In his textbook Bayesian Reasoning and Machine Learning, Barber presents an introductory example Aristotle: Decision on the Transitivity of Implication (Barber, 2012, p.11, example 1.5). In later electronic editions this example was slightly modified to Aristotle: Modus Ponens. It states: According to logic, the statements "All apples are fruits" and "All fruits grow on trees" lead to the conclusion that "All apples grow on trees". This kind of argumentation is a form of transitivity: From the statements A ⇒ F and F ⇒ T we can conclude from A ⇒ T (Barber, 2016; visited 2019/02/17).
First we describe Barber's example and modify the concepts a little bit, so that they don't prevent transivity. Then we give two semantic proof strategies for the transivity. They are based on model checking (Russell & Norvig, 2016, 3/e, p.249). Models are enumerated and checked whether the syllogistic sentence holds in all models or a negated sentence holds in no model. Next, a syntactic theorem proving strategy is presented. The resolution inference rule is applied directly to the sentence to construct a proof of the desired transivity sentence without checking models (Russell & Norvig, 2016, 3/e, p.249).
In the last paragraph we present our probabilistic version of the hypothical syllogism. We see, that though the antecedents are nonbiased in the case of false premises in the implication this is not true for the inferred implication.

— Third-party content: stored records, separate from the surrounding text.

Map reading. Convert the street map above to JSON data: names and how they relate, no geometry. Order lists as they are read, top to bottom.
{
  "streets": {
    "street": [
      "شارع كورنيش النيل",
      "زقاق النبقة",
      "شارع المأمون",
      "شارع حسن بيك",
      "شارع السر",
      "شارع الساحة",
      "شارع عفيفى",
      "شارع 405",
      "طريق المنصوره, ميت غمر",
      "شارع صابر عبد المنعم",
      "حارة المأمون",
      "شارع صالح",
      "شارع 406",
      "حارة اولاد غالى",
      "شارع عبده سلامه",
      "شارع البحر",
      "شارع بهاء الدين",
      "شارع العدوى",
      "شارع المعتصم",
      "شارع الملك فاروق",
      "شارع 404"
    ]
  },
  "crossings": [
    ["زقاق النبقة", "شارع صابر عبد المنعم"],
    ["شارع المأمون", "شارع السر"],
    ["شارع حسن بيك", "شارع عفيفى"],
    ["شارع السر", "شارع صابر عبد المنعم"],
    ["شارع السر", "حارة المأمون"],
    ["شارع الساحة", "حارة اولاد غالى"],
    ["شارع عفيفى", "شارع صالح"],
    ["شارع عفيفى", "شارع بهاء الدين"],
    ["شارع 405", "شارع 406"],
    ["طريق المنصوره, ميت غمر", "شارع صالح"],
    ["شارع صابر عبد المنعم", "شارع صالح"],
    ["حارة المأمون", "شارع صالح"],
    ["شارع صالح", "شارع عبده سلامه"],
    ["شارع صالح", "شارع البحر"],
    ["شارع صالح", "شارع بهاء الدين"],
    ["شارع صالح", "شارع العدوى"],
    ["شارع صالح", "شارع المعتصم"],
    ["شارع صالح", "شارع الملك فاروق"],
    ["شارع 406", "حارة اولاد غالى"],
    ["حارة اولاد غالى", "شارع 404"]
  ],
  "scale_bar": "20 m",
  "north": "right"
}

Discussion of Barber's Example 1.5
Barber provides a proof that one can derive from the assumptions
$$P(Fruit = tr | Apple = tr) = P(OnTree = tr | Fruit = tr) = 1$$
and $$ P(OnTree | Apple, Fruit) = P(OnTree | Fruit) $$
the conditional probabilities $$P(OnTree = tr | Apple = tr) = 1.00 $$ and $$P(OnTree = fa | Apple = tr) = 0.00 $$.
This example shows very well which prerequisites must be fulfilled in order to obtain a probabilistic variant of the hypothetical syllogism of classical logic. Above all, the conditional independence of end node T and start node A must be given for a given center node F as formally
$$\left\{T \perp A|F\right\}\equiv P(T|F,A)=P(T|F)$$
Only under this condition the transitivity can be simulated probabilistically. This is only possible with the selected reality section "apples" if the too general concept "fruits" is specialized to "tree fruits". Such a concept specialization is achieved by expanding the intension and/or reducing the extension (Fig. 1).
Thus the random variable in the middle of the syllogism of "isFruit" has to be specialized to "isTreeFruit". Only then can you remove the direct edge from isApple to growsOnTree that prevented transitivity (Fig. 5).
Under this restriction, we are able to replicate the results of Barber. We can also show that $$P(OnTree = true | Apple = false) = 3/4 >> P(OnTree = false | Apple = false) = 1/4 $$.
Venn Diagrams of Concept Extensions (Fig 1)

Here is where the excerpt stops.